Actually, it turns out that Tina knows about half the plane. Not that she is actually traveling with any of them, but Philly's Italian community seems to be pretty tight-knit. And they have Tina pegged. As I walk down the aisle back to my seat, fellow passengers look at me with all the pity they can muster. So many people have a cocked head and pinched half-smile, you'd think I was being sold at a pet store.

Tina is back in her seat. "The flight attendant made me sit down!"

Tina pulls out her medicine bag and plucks out a bottle of Purell. She squirts a glob on my hand, involuntarily. "Um, thanks," I mutter. She pulls out a Dove chocolate bar. "You want some?" she asks. Half the bar is shoved into my clenched mouth. "What, they're good!" she exclaims.

Tina is getting pushy. It is time for action, and I am ready to pull out all the stops. The following attempts fail: reading; reading with the book raised against my face; listening to music; listening to music and taking off the headphones every time she spoke; listening to music, taking off one headphone, and saying "What?"; pretending to sleep; pretending to sleep and then groggily pretending not to understand what she was saying; not responding.

I make one final attempt to pretend sleep. When she talks again, I roll over to my right. She grabs my shoulder, pushing me flat against the seat. "Look at the sun! Boy it's gonna be a hot one in Italy today!"

I am utterly defeated. The breakfast carts are out and the air reeks of coffee. "I think it's going to be 90 degrees in Rome today," I say.
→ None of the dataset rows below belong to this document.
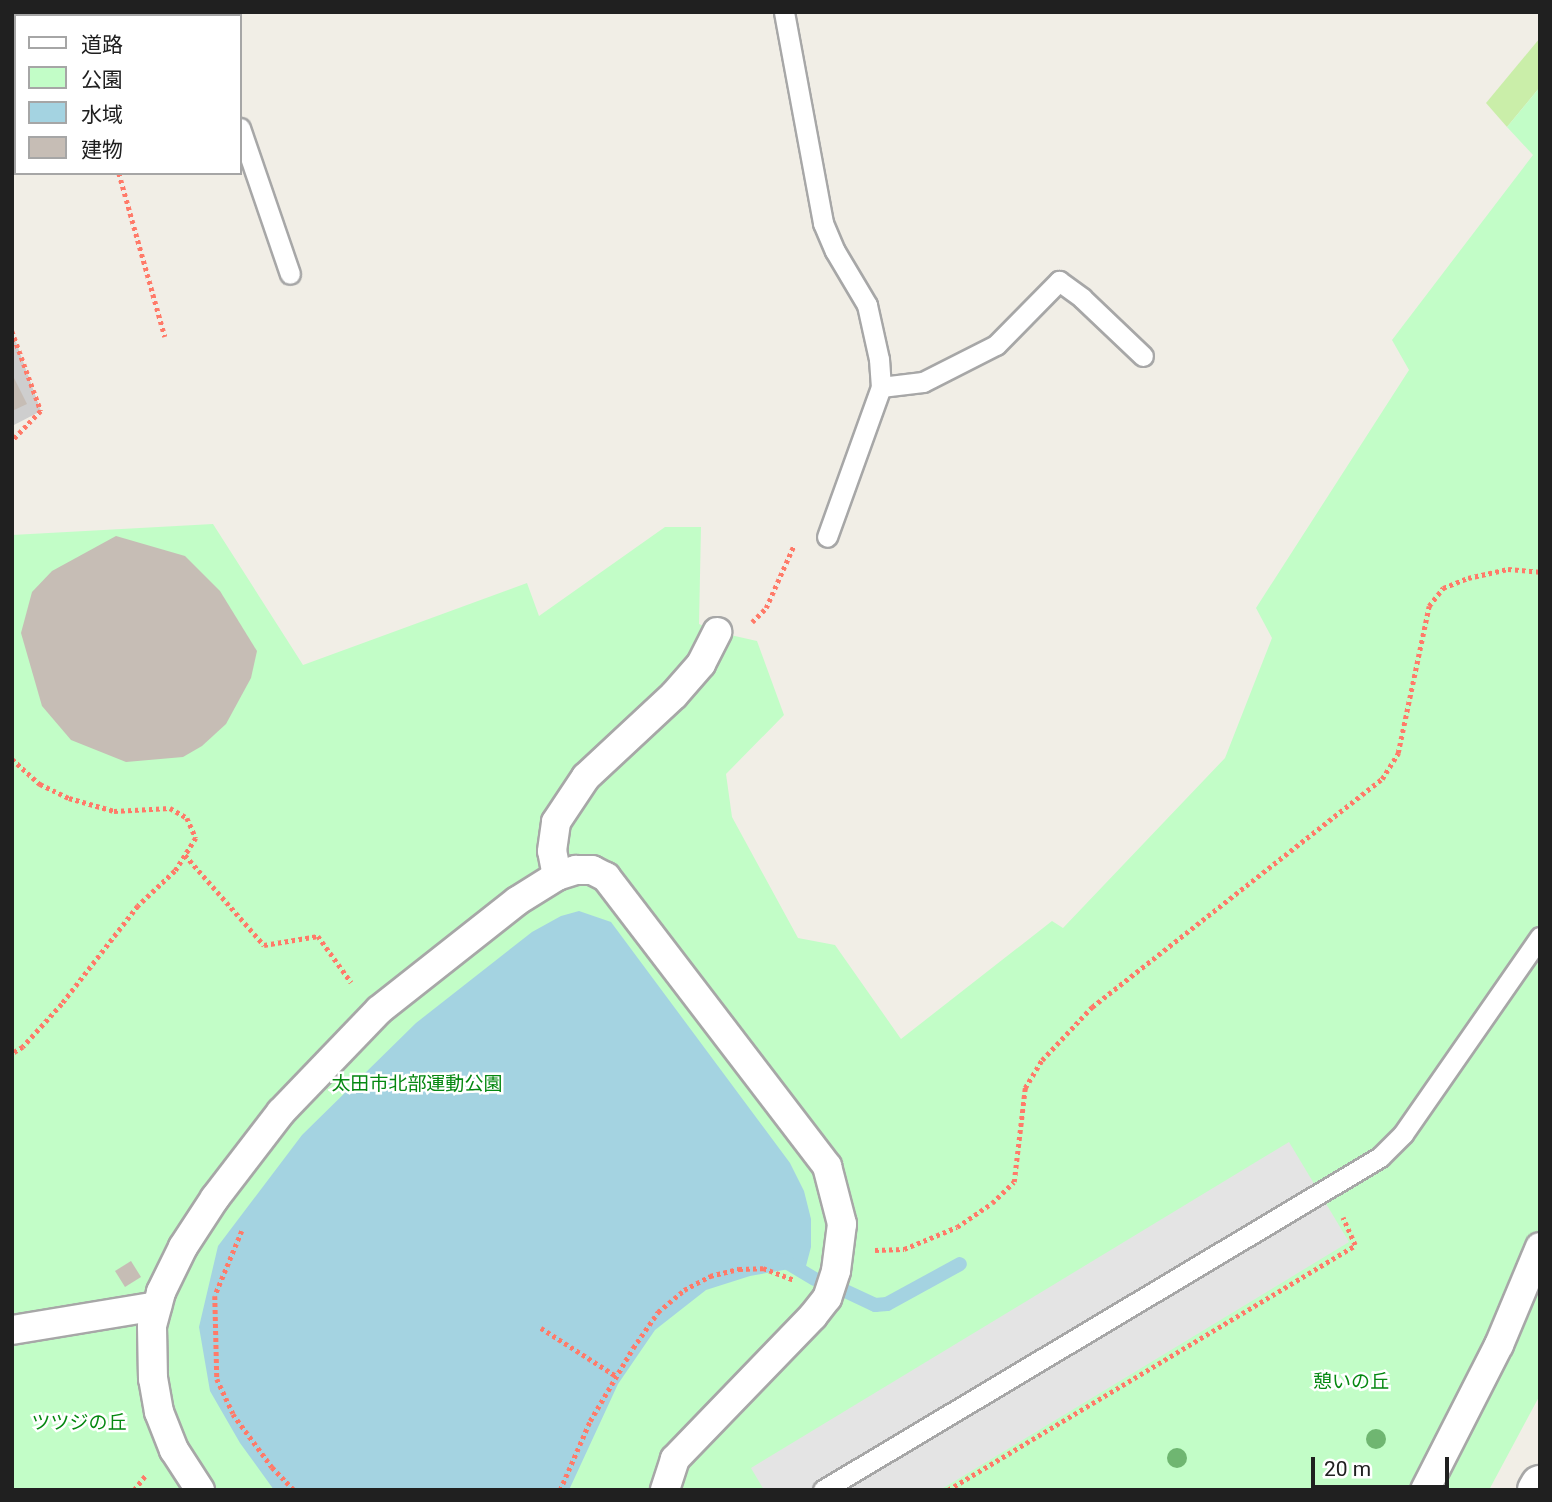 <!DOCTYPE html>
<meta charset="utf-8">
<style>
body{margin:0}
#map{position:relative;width:1552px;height:1502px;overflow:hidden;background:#f1eee6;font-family:Roboto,"Noto Sans JP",sans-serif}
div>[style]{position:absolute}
.religious>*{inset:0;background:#cecece}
.grass>*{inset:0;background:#caeea9}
.park>*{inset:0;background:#c2fdc7}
.parking>*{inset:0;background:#e4e4e4}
.water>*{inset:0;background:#a4d3e1}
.stream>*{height:14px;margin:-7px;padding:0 7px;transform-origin:7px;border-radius:7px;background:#a4d3e1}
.building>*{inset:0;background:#c6bdb5}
.path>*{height:4.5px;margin-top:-2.25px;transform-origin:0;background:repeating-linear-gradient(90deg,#ff7a69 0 3.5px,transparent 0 7px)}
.roads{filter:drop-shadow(2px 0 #a7a7a7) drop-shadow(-2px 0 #a7a7a7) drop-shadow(0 2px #a7a7a7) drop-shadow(0 -2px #a7a7a7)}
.service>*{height:19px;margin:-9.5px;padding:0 9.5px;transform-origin:9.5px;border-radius:9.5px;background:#fff}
.pedestrian>*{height:28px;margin:-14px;padding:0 14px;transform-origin:14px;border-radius:14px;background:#fff}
.tertiary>*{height:38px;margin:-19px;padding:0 19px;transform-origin:19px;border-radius:19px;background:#fff}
.trees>*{width:20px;height:20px;margin:-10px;border-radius:50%;background:#6fb671}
span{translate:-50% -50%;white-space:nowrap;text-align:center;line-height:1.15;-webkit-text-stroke:5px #fff;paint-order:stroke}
.park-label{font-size:19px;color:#058811}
.frame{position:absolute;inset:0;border:14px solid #202020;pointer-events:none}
.legend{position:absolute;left:14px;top:14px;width:228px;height:161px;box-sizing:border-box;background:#fff;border:2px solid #a6a6a6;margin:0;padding:9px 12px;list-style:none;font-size:21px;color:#202020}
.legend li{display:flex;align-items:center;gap:14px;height:35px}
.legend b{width:35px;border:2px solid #a6a6a6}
.scale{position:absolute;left:1311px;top:1457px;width:138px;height:32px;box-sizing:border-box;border:4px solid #202020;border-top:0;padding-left:9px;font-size:21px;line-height:24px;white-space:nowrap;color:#202020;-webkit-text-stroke:5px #fff;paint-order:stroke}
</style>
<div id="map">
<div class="religious">
<div style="clip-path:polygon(12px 331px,41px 411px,12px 426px)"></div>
</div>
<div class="grass">
<div style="clip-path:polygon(1540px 38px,1540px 87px,1507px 127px,1486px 103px)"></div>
</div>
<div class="park">
<div style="clip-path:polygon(1540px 87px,1540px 1395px,1489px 1490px,12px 1490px,12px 535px,213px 524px,303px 665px,527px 583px,539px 616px,665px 527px,701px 527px,699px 624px,717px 632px,757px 641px,784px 715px,726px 774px,732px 817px,798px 938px,835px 945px,901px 1039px,1052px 921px,1063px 928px,1225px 758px,1272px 638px,1256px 608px,1409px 370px,1392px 340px,1533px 155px,1507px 127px)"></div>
</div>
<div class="parking">
<div style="clip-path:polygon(1289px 1142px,1349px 1242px,940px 1490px,764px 1490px,751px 1468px)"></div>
</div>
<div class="water">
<div style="clip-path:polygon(579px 911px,611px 922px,790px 1163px,804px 1191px,811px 1219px,811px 1247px,806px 1266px,750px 1276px,706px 1290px,655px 1330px,618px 1384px,569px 1490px,274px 1490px,240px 1443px,210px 1391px,199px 1327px,218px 1246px,302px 1135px,416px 1023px,532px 932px,561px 916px)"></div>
</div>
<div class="stream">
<div style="left:783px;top:1260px;width:37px;rotate:31deg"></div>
<div style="left:841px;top:1289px;width:38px;rotate:25deg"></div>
<div style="left:875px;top:1305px;width:12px;rotate:-5deg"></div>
<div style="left:887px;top:1304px;width:83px;rotate:-28.7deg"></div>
</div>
<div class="building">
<div style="clip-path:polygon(12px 374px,27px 404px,12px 411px)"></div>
<div style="clip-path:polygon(116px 536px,185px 556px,220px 591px,257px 651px,251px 678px,226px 724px,202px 746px,183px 757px,126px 762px,71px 740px,42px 706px,21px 633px,32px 592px,52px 571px)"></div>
<div style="clip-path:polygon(131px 1261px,141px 1277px,125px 1287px,115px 1271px)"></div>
</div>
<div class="path">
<div style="left:12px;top:159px;width:4px;rotate:-14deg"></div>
<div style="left:119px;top:173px;width:170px;rotate:74.3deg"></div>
<div style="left:12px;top:331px;width:85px;rotate:70.1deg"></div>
<div style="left:41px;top:411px;width:42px;rotate:134deg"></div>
<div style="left:752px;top:622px;width:20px;rotate:-45deg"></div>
<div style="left:766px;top:608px;width:69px;rotate:-66deg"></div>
<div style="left:12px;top:759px;width:38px;rotate:42deg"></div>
<div style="left:40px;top:784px;width:32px;rotate:26deg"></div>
<div style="left:69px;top:798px;width:47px;rotate:16.1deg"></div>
<div style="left:114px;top:811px;width:56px;rotate:-3.1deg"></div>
<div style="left:170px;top:808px;width:20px;rotate:30deg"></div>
<div style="left:187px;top:818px;width:22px;rotate:66deg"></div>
<div style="left:196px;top:838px;width:39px;rotate:122deg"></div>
<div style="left:175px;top:871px;width:51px;rotate:136.6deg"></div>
<div style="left:138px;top:906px;width:124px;rotate:127.8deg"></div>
<div style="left:62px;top:1004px;width:58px;rotate:132.2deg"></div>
<div style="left:23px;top:1047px;width:13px;rotate:148deg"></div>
<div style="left:185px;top:855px;width:120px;rotate:48.7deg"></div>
<div style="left:264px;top:945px;width:55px;rotate:-9.5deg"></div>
<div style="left:318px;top:936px;width:57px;rotate:54.3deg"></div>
<div style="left:242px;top:1231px;width:70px;rotate:112.6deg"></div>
<div style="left:215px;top:1296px;width:83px;rotate:88.6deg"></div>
<div style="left:217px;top:1379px;width:38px;rotate:65deg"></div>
<div style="left:233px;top:1414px;width:66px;rotate:53.7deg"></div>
<div style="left:272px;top:1467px;width:32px;rotate:46deg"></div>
<div style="left:875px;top:1250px;width:29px;rotate:-2deg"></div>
<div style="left:904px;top:1249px;width:57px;rotate:-22.5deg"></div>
<div style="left:957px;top:1227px;width:42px;rotate:-34.4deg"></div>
<div style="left:992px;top:1203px;width:30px;rotate:-44deg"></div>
<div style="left:1014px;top:1182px;width:95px;rotate:-83.3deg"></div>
<div style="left:1025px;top:1088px;width:33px;rotate:-59deg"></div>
<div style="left:1042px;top:1060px;width:73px;rotate:-46.7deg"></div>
<div style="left:1092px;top:1007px;width:369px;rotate:-38.2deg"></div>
<div style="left:1382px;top:779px;width:31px;rotate:-58deg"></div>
<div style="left:1398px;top:753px;width:150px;rotate:-78.1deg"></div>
<div style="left:1429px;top:606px;width:23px;rotate:-52deg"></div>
<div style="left:1443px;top:588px;width:27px;rotate:-22deg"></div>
<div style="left:1468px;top:578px;width:41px;rotate:-12.7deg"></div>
<div style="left:1508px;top:569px;width:32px;rotate:5deg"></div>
<div style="left:541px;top:1328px;width:89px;rotate:32.6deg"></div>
<div style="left:134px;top:1490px;width:18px;rotate:-52deg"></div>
<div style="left:560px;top:1490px;width:75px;rotate:-66.5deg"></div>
<div style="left:590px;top:1421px;width:85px;rotate:-59.5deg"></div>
<div style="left:633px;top:1348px;width:44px;rotate:-55.2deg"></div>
<div style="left:658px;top:1312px;width:34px;rotate:-40deg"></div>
<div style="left:684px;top:1290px;width:30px;rotate:-28deg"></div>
<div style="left:710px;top:1276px;width:30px;rotate:-14deg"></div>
<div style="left:739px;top:1269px;width:24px;rotate:-2deg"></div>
<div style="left:763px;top:1268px;width:34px;rotate:21deg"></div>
<div style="left:948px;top:1490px;width:475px;rotate:-31deg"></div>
<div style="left:1355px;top:1245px;width:30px;rotate:-114deg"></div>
</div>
<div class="roads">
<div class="service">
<div style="left:93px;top:12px;width:4px;rotate:90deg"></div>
<div style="left:784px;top:12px;width:215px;rotate:79.5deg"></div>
<div style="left:823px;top:223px;width:30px;rotate:67deg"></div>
<div style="left:835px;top:251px;width:63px;rotate:59.3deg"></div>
<div style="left:867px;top:305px;width:55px;rotate:77.5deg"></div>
<div style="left:879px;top:359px;width:28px;rotate:86deg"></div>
<div style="left:881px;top:387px;width:159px;rotate:109.8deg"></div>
<div style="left:240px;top:128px;width:154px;rotate:71.1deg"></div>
<div style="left:881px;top:387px;width:42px;rotate:-6.8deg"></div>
<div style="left:923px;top:382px;width:82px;rotate:-26.9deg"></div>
<div style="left:996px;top:345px;width:90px;rotate:-45.5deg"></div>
<div style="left:1059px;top:281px;width:29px;rotate:36deg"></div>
<div style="left:1082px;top:298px;width:84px;rotate:43.6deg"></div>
<div style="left:823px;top:1490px;width:649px;rotate:-30.87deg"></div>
<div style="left:1380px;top:1157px;width:33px;rotate:-45deg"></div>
<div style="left:1403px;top:1134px;width:240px;rotate:-55.2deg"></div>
</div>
<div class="pedestrian">
<div style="left:557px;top:876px;width:25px;rotate:-101deg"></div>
<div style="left:552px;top:851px;width:29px;rotate:-82deg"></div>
<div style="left:556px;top:822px;width:54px;rotate:-56.3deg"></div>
<div style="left:586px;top:777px;width:120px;rotate:-43deg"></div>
<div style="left:674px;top:695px;width:41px;rotate:-48.9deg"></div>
<div style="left:701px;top:664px;width:36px;rotate:-63deg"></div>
<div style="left:12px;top:1330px;width:147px;rotate:-9.4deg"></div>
<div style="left:200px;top:1490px;width:48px;rotate:-123deg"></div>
<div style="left:174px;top:1450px;width:41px;rotate:-111.5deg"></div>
<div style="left:159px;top:1412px;width:34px;rotate:-100deg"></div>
<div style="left:153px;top:1379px;width:53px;rotate:-91.1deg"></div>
<div style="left:152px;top:1326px;width:35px;rotate:-75deg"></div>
<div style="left:161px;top:1292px;width:50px;rotate:-63.9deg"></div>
<div style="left:183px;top:1247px;width:59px;rotate:-56.9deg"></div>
<div style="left:215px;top:1198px;width:108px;rotate:-52.5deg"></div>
<div style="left:281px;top:1112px;width:141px;rotate:-46.1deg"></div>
<div style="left:379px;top:1010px;width:176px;rotate:-38.3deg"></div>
<div style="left:517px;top:901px;width:47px;rotate:-32deg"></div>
<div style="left:557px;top:876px;width:20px;rotate:-18deg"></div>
<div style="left:576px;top:870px;width:16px"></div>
<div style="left:592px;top:870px;width:16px;rotate:27deg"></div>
<div style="left:606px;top:877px;width:364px;rotate:52.6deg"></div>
<div style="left:827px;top:1166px;width:60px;rotate:75.5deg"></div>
<div style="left:842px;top:1224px;width:47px;rotate:97.3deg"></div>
<div style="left:836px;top:1271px;width:28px;rotate:108deg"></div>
<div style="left:827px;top:1298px;width:23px;rotate:128deg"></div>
<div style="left:813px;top:1316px;width:199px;rotate:134deg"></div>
<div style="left:675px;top:1459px;width:33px;rotate:108deg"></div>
<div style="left:1425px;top:1490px;width:163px;rotate:-63deg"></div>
<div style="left:1499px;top:1345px;width:106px;rotate:-67.3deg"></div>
</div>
<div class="tertiary">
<div style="left:1537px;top:1490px;width:6px;rotate:-59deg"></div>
</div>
</div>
<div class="trees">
<div style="left:1376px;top:1439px"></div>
<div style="left:1177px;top:1458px"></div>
</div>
<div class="park-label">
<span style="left:417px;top:1084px">太田市北部運動公園</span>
<span style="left:1351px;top:1382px">憩いの丘</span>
<span style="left:79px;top:1423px">ツツジの丘</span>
</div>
<div class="frame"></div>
<ul class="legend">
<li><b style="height:9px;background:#fff"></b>道路</li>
<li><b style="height:19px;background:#c2fdc7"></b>公園</li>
<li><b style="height:19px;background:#a4d3e1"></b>水域</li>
<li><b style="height:19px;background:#c6bdb5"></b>建物</li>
</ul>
<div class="scale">20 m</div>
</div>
"Even hotter in Sicily, my friend!"

The plane is just about to land. Tina begins clapping rhythmically, and the plane joins in. "Thank you Jesus! Whoooooo! Jesus thank you for landin this plane!"

Thank you Jesus, indeed.

1 Comments:

At 2:10 AM, Blogger Five-Seven-Five said...

Tina must do a lot of travelling...I swear I've sat next to her on a flight to Phoenix before. Can't wait to read about your time in Italy.